This article was co-authored by Devon King (Senior Account Executive, Sales) and Colm Bermingham (EVP, Sales) at Inbenta.
Businesses are losing Gen Z. At least, those businesses that aren’t living up to the expectations of their young, savvy, digitally native customers.
Combined with Millennials, this cohort makes up over 42% of the U.S. buying public. Their expectations are clear, and they’re willing to pay for them. According to a recent survey, 48% of Gen Z consumers are willing to pay a premium to have online orders delivered faster.
Nearly half of respondents rate quick and easy checkout as the most important factor in their shopping experience. A third rate quick and helpful customer service as a top priority.
So what are businesses who fail to understand this missing?
1. Gen Z wants access.
Born and raised in the era of smartphones and social media, this generation of consumers has a fundamentally new relationship with technology in every aspect of their life, from researching a subject to shopping for jeans. They want, and expect, instant access, fast answers, and self-service. Many even prefer digital interactions to phone calls or meeting face-to-face.
Given this consumer group’s lower tolerance for negative experiences, there is minimal margin for service slip-ups. Such as being re-routed to multiple agents, enduring long hold times on calls, or waiting days for matters to be resolved. This is particularly noteworthy considering that 83% of consumers expect immediate interaction with a company representative, according to a recent Salesforce survey.

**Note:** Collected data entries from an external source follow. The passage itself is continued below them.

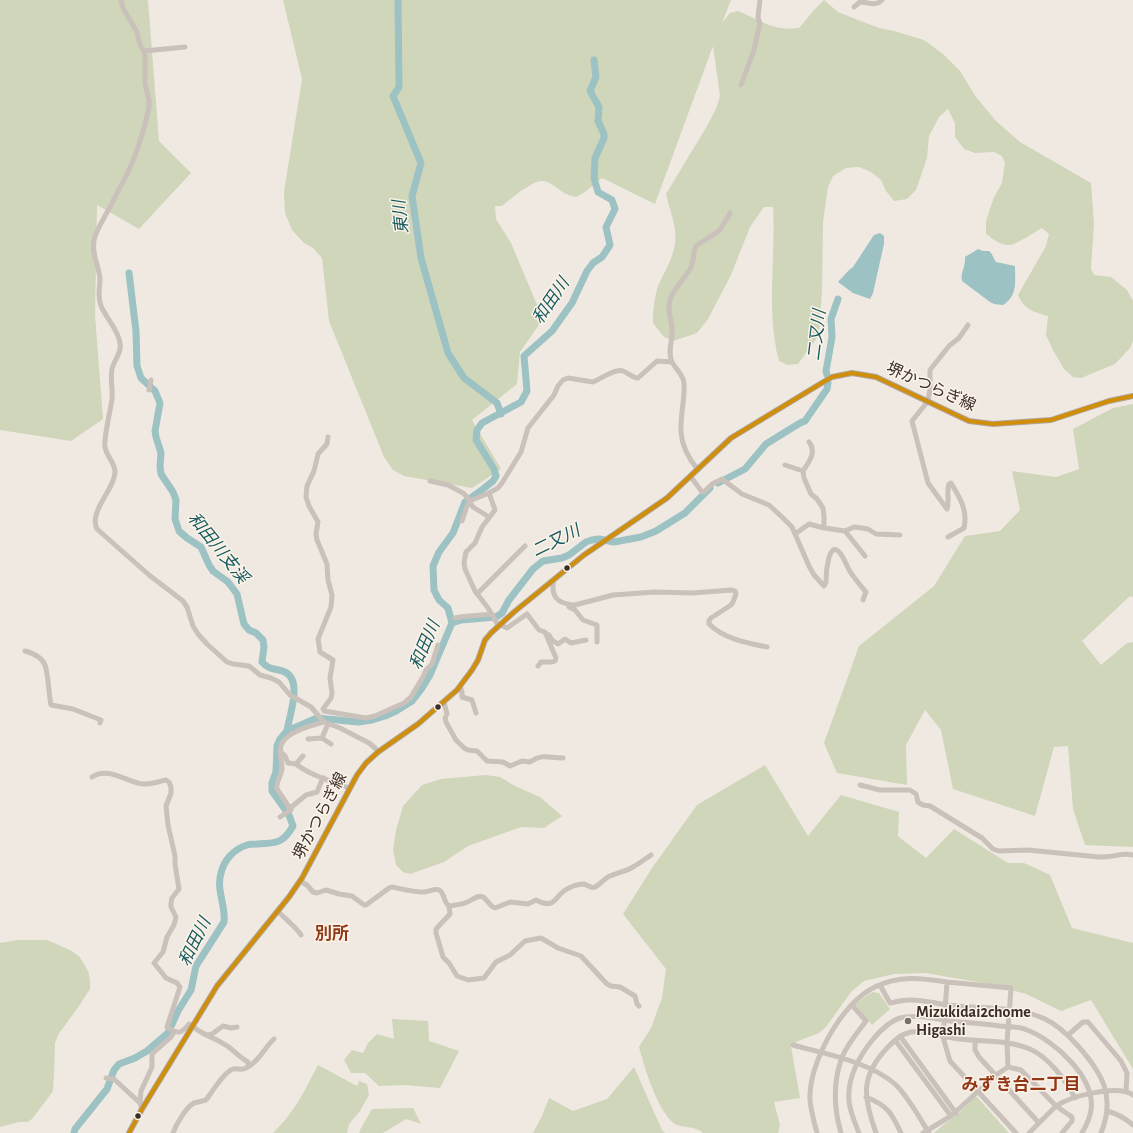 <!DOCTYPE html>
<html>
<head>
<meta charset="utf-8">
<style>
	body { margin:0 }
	canvas { display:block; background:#efe9e2 }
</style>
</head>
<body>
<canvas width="1133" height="1133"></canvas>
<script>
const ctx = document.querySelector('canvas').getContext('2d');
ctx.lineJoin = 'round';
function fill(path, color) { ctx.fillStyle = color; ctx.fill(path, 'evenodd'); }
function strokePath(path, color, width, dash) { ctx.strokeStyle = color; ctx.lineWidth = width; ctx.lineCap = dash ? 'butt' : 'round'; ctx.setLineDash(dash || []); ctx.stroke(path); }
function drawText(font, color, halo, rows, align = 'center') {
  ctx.font = font + ' "Alegreya Sans","Noto Sans JP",sans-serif'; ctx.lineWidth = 3; ctx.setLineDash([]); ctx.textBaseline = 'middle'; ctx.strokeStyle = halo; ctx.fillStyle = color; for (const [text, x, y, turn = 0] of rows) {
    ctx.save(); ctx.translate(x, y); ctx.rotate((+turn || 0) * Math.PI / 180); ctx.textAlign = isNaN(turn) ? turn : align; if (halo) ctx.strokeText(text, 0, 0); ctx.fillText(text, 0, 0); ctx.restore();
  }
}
fill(new Path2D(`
	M0 0H148L159 141 191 173 139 229 97 205 95 315 103 419 71 441 0 430Z
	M283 0H731L722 23 730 13 738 11C760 20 774 32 799 28L815 9 824 0 838 12 858 20 879 28 894 31 924 40 943 54 960 71 976 97 996 121 1020 142 1091 183 1094 224 1091 269 1094 275 1111 277 1127 290 1133 301V341L1130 348 1115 364 1081 378 1073 377 1064 369 1053 350 1046 335 1048 316C1033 312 1024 309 1018 295L1046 246 1049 234 1042 228C1033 233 1019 243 1010 245 1001 246 993 239 986 234V221L994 197 1002 183 1005 163 1002 156 994 152 975 153 964 149 955 137V123L948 109 939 117 929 136 927 158 916 190 907 199 894 201 886 191 881 180 871 172 859 167 846 168 833 176 828 187 823 222 822 292 819 335 798 364 787 365 779 361C766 313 776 256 773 207H764L750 227 731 275 708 319 697 333 673 341 664 337 653 323C653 310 654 299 658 286 663 274 671 262 674 249 679 231 670 212 666 194L707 126 716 109 720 96 713 46 655 204 602 178 585 192 576 197C572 196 568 195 564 193 558 189 550 181 542 181 533 180 509 200 502 206H495L496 219 511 243 543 319 520 352 517 384 472 420 501 469 472 488 404 476 393 470 384 457 329 321 322 258 313 248 304 243 292 230 285 213 284 192 302 79Z
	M1133 404V597L1130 596 1082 641 1101 665 1127 643 1133 642V847L1085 845 1073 809 1068 746 1054 747 1035 816 953 789 941 730 925 710 906 745 907 785 837 773 824 743 859 646 934 586 965 536 1000 531 1020 510 1012 471 1056 477 1079 469 1073 429 1113 408Z
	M765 765 808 836 841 795 899 812 898 836 926 858 954 829 1008 863H1024L1050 875 1072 928 1133 943V1069L1091 1000 1061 1011 1026 994 989 984 925 973 894 974 864 981 851 992 826 1027 819 1033 798 1041 791 1046 800 1098 774 1102 780 1125 778 1133H703C696 1126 685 1128 677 1125 659 1117 644 1066 639 1047L651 1028 662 998 666 969 623 914 652 868 697 805Z
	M486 775 500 777 515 786 540 797 562 816 544 828 521 827 468 846 444 862 410 874 403 872 396 865 393 850 396 830 403 806 422 785 441 779Z
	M17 940H47L70 950 79 956 88 971 90 980V989L79 1006 58 1035 55 1043 54 1075 53 1091 48 1098 32 1119 27 1122H19L0 1127V943Z
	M872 992 879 993 890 1009 872 1025 855 1004Z
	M392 1019 428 1021 429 1041 459 1051 440 1088 404 1085 379 1086 365 1073H351L344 1060 352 1050 363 1053 368 1043 377 1034 394 1039Z
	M318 1065 357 1086 359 1081 367 1084 369 1095 360 1111 349 1124 347 1133H273C294 1113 305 1090 318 1065Z
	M634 1067 662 1130 665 1133H533L542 1116 549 1098 573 1111 607 1099Z
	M975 1097H977L1009 1133H934L943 1125 957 1115Z
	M413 1108 421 1124 406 1119 383 1133H359L360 1130 372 1109Z`), '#d0d6ba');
fill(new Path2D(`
	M880 233 884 236V244L873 293 870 299 853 293 838 282 849 270 853 267 874 235Z
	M978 249 983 251H989C993 254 993 258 996 262L1015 266C1015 281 1018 296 1003 305L994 304 990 302 962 281C960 273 966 266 965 257Z`), '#9cc2c3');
strokePath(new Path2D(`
	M398 0 399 87 393 96 421 163 412 196 421 258 448 353 464 378 497 403 501 414
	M129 273 136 331 137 366 141 378 155 391 160 403 155 431 156 437 161 453 160 466 161 474 173 492 176 500 175 519 179 531 187 538 201 547 209 565 213 571 228 582 237 594 244 624 249 630 256 633 263 640 264 647 262 662C270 671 276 668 285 672 303 681 289 716 287 731
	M827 375 826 371 832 337 831 319 838 299
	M718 483 745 469 766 444 800 423 805 421 827 389 828 383
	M452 623 461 620 496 617 502 613 509 600 533 569 543 561 562 558 569 555 586 542 592 540 599 539 614 542 641 537 656 531 685 513 710 488
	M74 1133 75 1129 107 1089 114 1070 119 1064 135 1058 147 1051 168 1033 178 1011 191 990 196 966 224 922C226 906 216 890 221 873 224 860 234 849 247 845 250 844 254 844 257 844 275 843 283 844 293 826L289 815 272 791V783L276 772 277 746 280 739 287 731 317 718 358 722 372 720 385 716 396 711 412 701 422 688 430 675 452 623 448 608 439 600 434 590 433 566 439 552 453 533 465 502 483 489 493 481 496 476 494 469 476 440 477 430 482 423 521 402 527 391 524 356 552 331 572 303 587 271 593 263 602 257 610 245 606 227 615 209 612 200 598 192 594 178 595 158 604 138V134L598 121 599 107 590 91 596 77 594 60`), '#9cc2c3', 7);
strokePath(new Path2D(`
	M121 0 123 8 137 32 140 45 144 51 145 56V84L149 100V107C146 121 142 136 137 150 132 166 123 182 115 197 109 211 98 225 94 240 91 254 99 265 100 279 100 288 97 296 101 306 106 318 118 329 120 343 122 353 114 360 112 369 110 378 113 389 112 399 110 413 106 427 105 441 103 454 114 460 115 471 116 488 88 511 97 529L149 575 183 601 187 607 193 626 198 634 207 644 227 662 233 664 249 666 260 675 271 678 279 682 290 695 311 707 324 722 340 728 369 743 375 748 378 752
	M854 7 860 2C869 2 875 7 882 0
	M144 51 185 47
	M741 85 754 50 760 24 758 17 760 0
	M149 390 151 380
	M328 437 327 444 318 454 314 471 307 486 306 497 309 506 318 522 316 534 317 540 327 564 328 580 332 595 331 607 318 639 320 652 333 660 330 678 332 693 331 698 323 709 324 711 366 718 375 716 404 703 411 697 424 675 426 670 432 664 438 645
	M809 442C817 452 809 462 803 471L804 478 811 494 817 499 823 508 824 516V528
	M785 465 803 471
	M698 470C689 459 682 447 681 432 680 416 685 400 684 383 683 374 676 370 672 362 667 352 673 340 672 329 672 321 668 313 669 305 670 292 684 280 690 269 695 262 692 253 696 246L720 230 730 213
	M691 477 702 492H704L712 484 722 479 742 494 769 505 783 518 792 527 809 566 814 575 824 586C825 584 826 584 826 581 826 576 828 538 840 553 844 558 846 564 849 570 854 578 860 585 866 592L863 600
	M430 481 448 485 463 493 466 496 473 507 489 517
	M489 493 495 510 482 527 475 543 466 552 464 563 465 569 475 591 488 608 498 625
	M462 521 467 506 472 500 489 493 498 488 502 483 521 452 528 428 554 395 558 386 563 380 568 378 593 382C601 379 615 368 623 371 629 373 632 378 638 378L657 361 672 362
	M845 531 865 556
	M795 534 809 524 824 528 845 531 854 527 862 528 868 529 876 534 900 535
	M948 537 964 528C968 510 960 498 951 483L949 484C946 492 950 501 947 509L928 483 912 421 928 401 930 389V370L949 346 959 338 968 325
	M554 579C550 596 557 604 575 605L613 595 655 592 692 593 732 590 735 591 736 594 733 602 731 605 711 618 709 621V624C724 639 747 643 767 647
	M477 594 525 546
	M568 604 569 607 575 610 583 620 597 625V642
	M455 618C467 615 479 616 492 614
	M499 624 507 628 527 614 539 630 545 632 556 658 555 661 552 662H541L538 666
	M549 635 552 640 558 644 565 639 571 643 586 640
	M25 651C32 653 42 657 45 665 48 672 49 696 51 705L73 709 101 720 100 723
	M460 687 462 692V697L472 700 476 713
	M444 702 447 714 445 718 446 722 456 740 464 748 468 750 477 751 487 761 503 762 510 766 522 761 530 762C543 753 548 758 563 758
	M322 738 328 724
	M308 739 322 738 331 744
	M281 752 285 756 288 763 296 764
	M303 756 296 764C311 776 332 781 349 788
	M92 777C106 767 123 779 138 783 147 786 157 782 166 780L169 782 171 787V793L166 806 168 825 175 856V864L179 889 172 898 171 903V907L176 917 174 925 167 937 163 952 154 963 166 978 177 983 180 987 167 1027C178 1034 180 1035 189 1024 193 1026 196 1029 199 1031 209 1037 221 1041 230 1048 236 1053 241 1058 248 1062V1067
	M860 785 880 790H910L916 794 918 802 923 805 930 806 982 838 993 849 999 851 1028 850 1099 857C1111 858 1122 852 1133 855
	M289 809 306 795 317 792 322 780 324 778
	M280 817 291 810 277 789C275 782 282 776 282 768 282 761 279 753 281 746 284 733 312 725 324 722
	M300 881 307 885 313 892 317 893 326 890 339 894 352 896 364 905H366L389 888 392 887C402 889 413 892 424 892 428 892 435 888 439 890 445 893 443 902 449 906 454 905 460 905 465 903 471 902 476 894 483 897 488 900 489 906 495 908L510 902 528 904 536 900C557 911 554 894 569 888 573 886 579 884 584 884 588 885 591 889 595 887 601 884 605 878 610 876 618 873 626 871 633 867 640 863 645 859 651 855
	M449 906 450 914 436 929V933L443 957 449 963 457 976 468 980 484 978 496 962 510 955 525 941 541 938 558 948 581 956 607 984 611 986 620 987 635 996 637 1004 639 1006
	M278 911C283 917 299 930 301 935
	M947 982 1011 988 1007 1043 1008 1067 1021 1070 1056 1106 1029 1133
	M880 985 890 1003C896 1002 902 1000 908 1000 921 999 933 1003 947 1005 979 1009 1015 1005 1045 1019 1058 1025 1069 1036 1078 1046 1102 1073 1116 1096 1101 1133
	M208 1035 212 1034 223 1026 231 1028 237 1027
	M1068 1035 1083 1022H1088L1121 1061 1127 1073 1126 1091
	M900 1036 956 1113
	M895 1040 951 1116
	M975 1041V1050L979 1057 1039 1123
	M793 1045C825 1054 871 1062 896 1085 909 1098 919 1117 929 1133
	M106 1078 114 1079 140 1103
	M866 1097C888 1106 891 1112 901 1133
	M142 1109 140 1103 141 1091 152 1067V1054L171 1037 174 1032
	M1107 1111C1118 1114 1125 1118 1133 1125
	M173 1133C176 1125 186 1107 194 1103 198 1102 202 1101 206 1100 212 1092 224 1072 233 1069 237 1068 242 1071 246 1068 259 1062 264 1048 274 1039
	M817 1133C814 1122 811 1111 810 1100 808 1064 842 1002 875 987 899 975 921 978 947 982L943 1037 950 1061 1016 1133
	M841 1133C834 1109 833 1084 841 1060 845 1047 858 1032 866 1021L852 1005
	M859 1133C855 1123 850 1112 849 1101 847 1077 859 1056 874 1038 881 1030 890 1021 900 1018 921 1013 940 1021 960 1022 974 1023 987 1024 1000 1026 1009 1027 1018 1026 1027 1030 1054 1040 1096 1078 1091 1110 1090 1118 1086 1126 1082 1133
	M876 1133C863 1097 860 1076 888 1047 895 1040 901 1034 911 1032 925 1030 946 1038 961 1039 984 1042 1009 1040 1030 1049 1048 1057 1066 1080 1075 1098
	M923 1133 951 1116 996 1075 1008 1067
	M1062 1133 1072 1121V1117L1056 1106C1071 1096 1118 1084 1133 1095`), '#c9c1ba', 5);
strokePath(new Path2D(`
	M129 1133 142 1109 217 986 289 897 302 878 357 775 366 763 378 752 418 724 457 690 472 670 478 660 485 640 491 633 514 612 584 555 667 498 731 438 820 384 832 377 852 373 876 377 969 421 993 424 1051 420 1109 401 1133 396`), '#aea69f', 6);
strokePath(new Path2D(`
	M129 1133 142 1109 217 986 289 897 302 878 357 775 366 763 378 752 418 724 457 690 472 670 478 660 485 640 491 633 514 612 584 555 667 498 731 438 820 384 832 377 852 373 876 377 969 421 993 424 1051 420 1109 401 1133 396`), '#d18e08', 4);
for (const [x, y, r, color] of [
	[567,568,3.5,"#3a2e28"],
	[438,707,3.5,"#3a2e28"],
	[908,1021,4,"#796f69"],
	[138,1116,3.5,"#3a2e28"]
]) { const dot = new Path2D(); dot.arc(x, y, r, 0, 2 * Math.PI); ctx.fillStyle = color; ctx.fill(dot); strokePath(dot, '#fcf4e9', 1.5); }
drawText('16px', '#3a2e28', '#fcf4e9', [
	["堺かつらぎ線",931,387,24],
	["堺かつらぎ線",320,816,-62]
]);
drawText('bold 16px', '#3a2e28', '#fcf4e9', [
	["Mizukidai2chome",916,1012],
	["Higashi",916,1030]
], 'left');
drawText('italic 17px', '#185b61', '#fcf4e9', [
	["東川",401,217,-96],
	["和田川",551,301,-56],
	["二又川",817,335,-83],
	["二又川",556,541,-26],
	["和田川支渓",218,548,51],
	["和田川",425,645,-67],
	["和田川",195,942,-64]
]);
drawText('bold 17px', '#933817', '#fcf4e9', [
	["別所",332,934],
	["みずき台二丁目",1021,1085]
]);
</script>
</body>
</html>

This shift in consumer behavior has paved the way for the rise of AI technology that lets companies be available to their customers 24/7. For any business looking to cater to a younger, more digitally connected audience, understanding this technology — and how it could affect your bottom line — is key.
2. Gen Z wants answers.
When thinking of AI applications to enhance customer experience, you first need some definitions. Generative AI, for instance, generates its responses from the patterns it’s learned. It’s sometimes described as a black box. Its answers can be hard to predict and based on statistical models that can’t be reverse engineered. In a chatbot, for example, generative AI tends to be a one-way interaction, featuring a prompt and a response.

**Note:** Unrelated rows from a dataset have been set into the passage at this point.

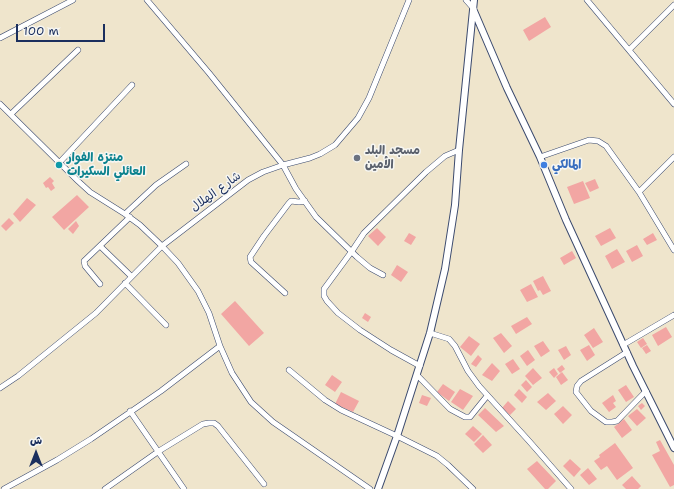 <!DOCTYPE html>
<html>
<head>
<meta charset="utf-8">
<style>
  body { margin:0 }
  #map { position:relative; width:674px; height:489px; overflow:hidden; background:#efe5cc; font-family:"Shantell Sans","Playpen Sans Arabic",sans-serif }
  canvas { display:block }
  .north { position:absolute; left:16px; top:433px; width:40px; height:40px; -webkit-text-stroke:3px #f6f6f2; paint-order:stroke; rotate:0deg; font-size:11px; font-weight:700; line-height:16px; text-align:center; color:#1b2f5e }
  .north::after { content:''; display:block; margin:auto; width:14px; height:18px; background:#1b2f5e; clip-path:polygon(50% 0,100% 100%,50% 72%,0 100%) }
  .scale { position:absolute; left:16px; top:24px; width:89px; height:18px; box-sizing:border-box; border:2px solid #1b2f5e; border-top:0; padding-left:5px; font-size:12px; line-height:14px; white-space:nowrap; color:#1b2f5e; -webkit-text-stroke:3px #f6f6f2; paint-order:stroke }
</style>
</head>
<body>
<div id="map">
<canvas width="674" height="489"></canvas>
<div class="north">ش</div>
<div class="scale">100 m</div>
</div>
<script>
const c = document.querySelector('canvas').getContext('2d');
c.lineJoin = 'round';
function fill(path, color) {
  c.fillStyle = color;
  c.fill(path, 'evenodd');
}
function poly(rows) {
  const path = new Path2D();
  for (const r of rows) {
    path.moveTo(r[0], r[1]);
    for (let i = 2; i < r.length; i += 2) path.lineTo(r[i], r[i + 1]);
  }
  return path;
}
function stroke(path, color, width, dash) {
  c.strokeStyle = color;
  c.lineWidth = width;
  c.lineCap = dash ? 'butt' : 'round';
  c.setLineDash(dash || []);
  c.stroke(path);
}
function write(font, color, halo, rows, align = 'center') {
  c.font = font + ' "Shantell Sans","Playpen Sans Arabic",sans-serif';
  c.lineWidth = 3;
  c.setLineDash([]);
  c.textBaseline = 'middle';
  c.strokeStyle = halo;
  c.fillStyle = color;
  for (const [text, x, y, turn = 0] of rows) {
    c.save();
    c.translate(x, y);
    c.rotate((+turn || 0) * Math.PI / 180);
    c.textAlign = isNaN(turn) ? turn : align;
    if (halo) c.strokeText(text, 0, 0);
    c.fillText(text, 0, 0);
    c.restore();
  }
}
const building = poly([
  [545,17,551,27,529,41,523,30],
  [50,177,54,181,52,183,55,188,51,191,48,187,46,188,43,183],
  [595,179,599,188,590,192,585,183],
  [583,181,590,198,574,204,567,187],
  [77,195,89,207,64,230,52,217],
  [27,198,36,205,20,222,13,214],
  [9,218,14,223,6,231,1,226],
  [76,221,79,226,73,234,68,229],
  [377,228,386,237,378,246,368,236],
  [610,228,616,238,601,246,595,236],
  [409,233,416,237,411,245,404,241],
  [653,233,657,240,647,245,643,239],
  [637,245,643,256,632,262,626,251],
  [617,249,625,262,612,269,605,256],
  [572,251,576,258,564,265,560,258],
  [397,265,408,272,401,282,391,275],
  [543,276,551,291,543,295,540,290,538,291,533,281],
  [531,284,538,297,527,302,520,290],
  [235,301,264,333,249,346,221,314],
  [365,313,371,317,368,322,362,318],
  [527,317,532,324,516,334,511,326],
  [666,327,672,337,658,346,652,335],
  [594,328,603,342,593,348,584,335],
  [501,333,512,346,504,353,493,338],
  [469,336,480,344,471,356,460,347],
  [643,338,647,344,641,348,637,342],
  [543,341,550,351,541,357,534,346],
  [589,345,595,355,587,361,580,350],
  [647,345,651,351,646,354,642,348],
  [566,346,571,355,564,360,558,350],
  [528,350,535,360,527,366,520,356],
  [478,355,482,359,476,367,471,364],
  [513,359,520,369,512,374,505,364],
  [492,363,500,371,492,381,482,375],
  [562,365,565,369,560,373,557,369],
  [533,368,542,378,533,385,525,376],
  [554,368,558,374,554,378,549,372],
  [562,372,568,380,561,385,556,377],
  [332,375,342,382,335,392,325,385],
  [526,380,532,387,527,392,521,385],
  [443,384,455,392,449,401,437,392],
  [626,385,634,397,626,402,618,390],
  [460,389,473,396,463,410,451,402],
  [519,389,527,397,522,403,514,395],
  [341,392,359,401,353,412,335,404],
  [548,393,556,401,546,410,537,402],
  [422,395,431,398,427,406,419,403],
  [613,395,616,401,613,403,616,407,609,412,602,403],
  [508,401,516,409,510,415,502,408],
  [642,403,645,406,641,410,638,406],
  [563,406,572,415,563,424,554,414],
  [485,408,504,426,496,432,478,415],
  [637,409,646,418,637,426,628,416],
  [624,419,632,430,622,438,614,427],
  [473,426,482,434,474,442,465,434],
  [483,435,492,445,483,453,474,444],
  [660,440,674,465,674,485,670,487,652,455,660,451,656,442],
  [615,443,633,468,617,480,607,466,601,470,594,461,600,457,599,455],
  [570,459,581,469,574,477,563,466],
  [537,461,556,481,548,489,545,489,527,469],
  [588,468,597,479,589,485,580,475],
  [632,476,641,486,638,489,626,489,622,485]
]);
const minor = poly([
  [147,0,209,73,283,165,296,189,316,217,357,257,370,268,383,275],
  [466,0,474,9],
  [587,0,674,104],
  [0,38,73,0],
  [629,50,674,5],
  [0,104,78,181,90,192,125,214,140,225,162,246,178,263,198,291,209,313,220,346,232,373,251,402,273,422,370,489],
  [11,114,78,50],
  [540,157,589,140,598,141,606,146,639,192,674,250],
  [60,162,132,85],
  [639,192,674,157],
  [125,214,156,185,186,164],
  [100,246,131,276],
  [125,283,166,325],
  [100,284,85,266,84,261,130,217],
  [285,293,251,262,250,257,264,236,289,203,291,201,299,202,305,201],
  [430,333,449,339,455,346,468,371,479,386,529,441,571,489],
  [623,345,674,315],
  [627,352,581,381,577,386,576,392,591,411,606,422,612,422,617,421,646,391],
  [420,366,391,350,360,330,338,313,327,301,324,296,324,289,352,251,364,233,426,172,445,156,459,150],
  [289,370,325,400,341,410,397,436,437,456,448,465,473,489],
  [417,375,450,409,465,417,470,417,487,396],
  [0,388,18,376,96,313,162,246,248,180,263,172,283,165,310,158,320,154,335,145,358,118,369,98,409,0],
  [130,411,184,489],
  [4,489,57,460,91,439,161,391,220,346],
  [105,489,159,451,203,424,209,423,214,423,218,426,264,484]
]);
const tertiary = poly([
  [474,11,507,88,540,157,566,220,633,366,674,448],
  [378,489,397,436,430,333,445,269,455,205,459,150,474,0]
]);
const markers = [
  [357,158,4,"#6b7280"],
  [59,165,4,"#0f9aa8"],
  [544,165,4,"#3f7fe0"]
];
const worshipNames = [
  ["مسجد البلد",365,151],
  ["الأمين",365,165]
];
const cultureNames = [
  ["منتزه الفوار",67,158],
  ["العائلي السكيرات",67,172]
];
const shopNames = [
  ["المالكي",552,165]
];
const streetNames = [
  ["شارع الهلال",216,192,-36]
];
fill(building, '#f2a6a3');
stroke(minor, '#3b4a6e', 6);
stroke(tertiary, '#3b4a6e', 8);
stroke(minor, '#fff', 5);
stroke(tertiary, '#fff', 6);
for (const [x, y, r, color] of markers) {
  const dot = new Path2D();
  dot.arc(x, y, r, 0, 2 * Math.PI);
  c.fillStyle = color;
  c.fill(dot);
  stroke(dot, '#f6f6f2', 1.5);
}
write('bold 12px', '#5b616d', '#f6f6f2', worshipNames, 'left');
write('bold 12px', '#0d838f', '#f6f6f2', cultureNames, 'left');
write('bold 12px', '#366cbe', '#f6f6f2', shopNames, 'left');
write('12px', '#1b2f5e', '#f6f6f2', streetNames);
</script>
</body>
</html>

Conversational AI, on the other hand, is like a glass box. It’s based on natural language processing (NLP), machine learning and a lexicon, and its output is transparent and controllable. It can ask questions, clarify needs, and it can understand the nuances of language to interpret the intent behind a customer’s query. For organisations looking to integrate AI, this single element can be the difference between a customer finding what they’re looking for, and abandoning your site in frustration.
As AIM Research points out, 40% of enterprise applications are expected to incorporate conversational AI by 2024. That’s up from less than 5% in 2020. This is a staggering jump, and a sign of just how quickly things are changing. A well-built AI chatbot can handle up to 85% of routine customer inquiries, freeing up customer service teams to focus on more complex or revenue-generating tasks. From quicker response times to more consistent support across the company, it’s not just more efficient, it’s a better customer experience.
3. Gen Z wants honesty.
Customers honed on social media expect honesty and transparency. And the same rule applies to the use of AI in any customer interaction. Clearly communicating, for instance, that your chatbot or virtual assistant is powered by conversational AI will help you build trust with your customers. They might even prefer it to other businesses whose tech is less personable, or worse, keeps them waiting.
By harnessing conversational AI in a personalised and thoughtful manner, with the customer at the core of your strategy, you can enhance your relationship with them and establish the groundwork for lasting customer loyalty.
The way forward
Implementing AI technology doesn’t have to be hard or time-consuming. Many companies can get up and running with a conversational AI chatbot in as little as four to six weeks. Powered by machine learning, these are powerful tools that improve with use. The latest AI tech can even connect companies to platforms to allow them to reach their customers anytime, anywhere.
Companies that embrace this new technology are poised to thrive in this digital-first era. Those that don’t may find that their customers have simply outgrown them.